-- EXERCISE OBJECTIVE --
Write the records out again, precisely as they stand.

(Stored records)
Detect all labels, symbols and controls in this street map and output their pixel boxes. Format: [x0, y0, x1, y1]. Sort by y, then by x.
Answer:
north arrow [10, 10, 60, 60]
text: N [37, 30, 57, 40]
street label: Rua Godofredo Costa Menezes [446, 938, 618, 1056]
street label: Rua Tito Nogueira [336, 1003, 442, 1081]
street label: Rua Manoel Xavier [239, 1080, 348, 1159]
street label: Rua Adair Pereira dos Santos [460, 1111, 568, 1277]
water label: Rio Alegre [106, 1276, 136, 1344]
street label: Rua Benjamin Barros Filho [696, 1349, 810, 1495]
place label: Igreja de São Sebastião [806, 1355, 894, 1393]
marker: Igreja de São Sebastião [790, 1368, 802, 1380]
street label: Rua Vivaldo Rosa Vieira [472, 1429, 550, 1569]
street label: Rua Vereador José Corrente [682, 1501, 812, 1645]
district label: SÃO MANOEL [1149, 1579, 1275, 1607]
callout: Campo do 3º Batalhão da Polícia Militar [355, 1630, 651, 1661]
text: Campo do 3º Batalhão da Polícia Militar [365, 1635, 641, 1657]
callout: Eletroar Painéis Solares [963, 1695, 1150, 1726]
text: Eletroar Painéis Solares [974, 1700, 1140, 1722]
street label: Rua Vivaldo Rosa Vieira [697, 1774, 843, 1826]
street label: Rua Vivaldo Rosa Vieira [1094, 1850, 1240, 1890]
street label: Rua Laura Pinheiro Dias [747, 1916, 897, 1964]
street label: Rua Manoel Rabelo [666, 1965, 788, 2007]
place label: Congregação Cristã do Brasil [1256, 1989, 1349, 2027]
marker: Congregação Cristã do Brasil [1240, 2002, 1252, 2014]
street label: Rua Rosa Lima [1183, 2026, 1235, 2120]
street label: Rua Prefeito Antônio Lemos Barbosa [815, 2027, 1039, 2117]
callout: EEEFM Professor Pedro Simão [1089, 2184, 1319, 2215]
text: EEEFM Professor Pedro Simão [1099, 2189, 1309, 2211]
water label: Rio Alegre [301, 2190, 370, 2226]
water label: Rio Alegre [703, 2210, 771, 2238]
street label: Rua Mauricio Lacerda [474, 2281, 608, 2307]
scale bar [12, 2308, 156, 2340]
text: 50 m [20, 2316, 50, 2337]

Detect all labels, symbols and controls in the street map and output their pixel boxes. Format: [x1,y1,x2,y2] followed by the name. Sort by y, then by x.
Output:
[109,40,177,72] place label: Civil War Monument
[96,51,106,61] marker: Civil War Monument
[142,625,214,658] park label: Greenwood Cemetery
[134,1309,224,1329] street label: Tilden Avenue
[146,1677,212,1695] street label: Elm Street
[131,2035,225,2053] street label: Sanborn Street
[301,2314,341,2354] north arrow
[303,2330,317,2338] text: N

-- EXPECTED ANSWER --
Detect all labels, symbols and controls in this street map and output their pixel boxes. Format: [x0, y0, x1, y1]. Sort by y, then by x.
Answer:
north arrow [10, 10, 60, 60]
text: N [37, 30, 57, 40]
street label: Rua Godofredo Costa Menezes [446, 938, 618, 1056]
street label: Rua Tito Nogueira [336, 1003, 442, 1081]
street label: Rua Manoel Xavier [239, 1080, 348, 1159]
street label: Rua Adair Pereira dos Santos [460, 1111, 568, 1277]
water label: Rio Alegre [106, 1276, 136, 1344]
street label: Rua Benjamin Barros Filho [696, 1349, 810, 1495]
place label: Igreja de São Sebastião [806, 1355, 894, 1393]
marker: Igreja de São Sebastião [790, 1368, 802, 1380]
street label: Rua Vivaldo Rosa Vieira [472, 1429, 550, 1569]
street label: Rua Vereador José Corrente [682, 1501, 812, 1645]
district label: SÃO MANOEL [1149, 1579, 1275, 1607]
callout: Campo do 3º Batalhão da Polícia Militar [355, 1630, 651, 1661]
text: Campo do 3º Batalhão da Polícia Militar [365, 1635, 641, 1657]
callout: Eletroar Painéis Solares [963, 1695, 1150, 1726]
text: Eletroar Painéis Solares [974, 1700, 1140, 1722]
street label: Rua Vivaldo Rosa Vieira [697, 1774, 843, 1826]
street label: Rua Vivaldo Rosa Vieira [1094, 1850, 1240, 1890]
street label: Rua Laura Pinheiro Dias [747, 1916, 897, 1964]
street label: Rua Manoel Rabelo [666, 1965, 788, 2007]
place label: Congregação Cristã do Brasil [1256, 1989, 1349, 2027]
marker: Congregação Cristã do Brasil [1240, 2002, 1252, 2014]
street label: Rua Rosa Lima [1183, 2026, 1235, 2120]
street label: Rua Prefeito Antônio Lemos Barbosa [815, 2027, 1039, 2117]
callout: EEEFM Professor Pedro Simão [1089, 2184, 1319, 2215]
text: EEEFM Professor Pedro Simão [1099, 2189, 1309, 2211]
water label: Rio Alegre [301, 2190, 370, 2226]
water label: Rio Alegre [703, 2210, 771, 2238]
street label: Rua Mauricio Lacerda [474, 2281, 608, 2307]
scale bar [12, 2308, 156, 2340]
text: 50 m [20, 2316, 50, 2337]

Detect all labels, symbols and controls in the street map and output their pixel boxes. Format: [x1,y1,x2,y2] followed by the name. Sort by y, then by x.
Output:
[109,40,177,72] place label: Civil War Monument
[96,51,106,61] marker: Civil War Monument
[142,625,214,658] park label: Greenwood Cemetery
[134,1309,224,1329] street label: Tilden Avenue
[146,1677,212,1695] street label: Elm Street
[131,2035,225,2053] street label: Sanborn Street
[301,2314,341,2354] north arrow
[303,2330,317,2338] text: N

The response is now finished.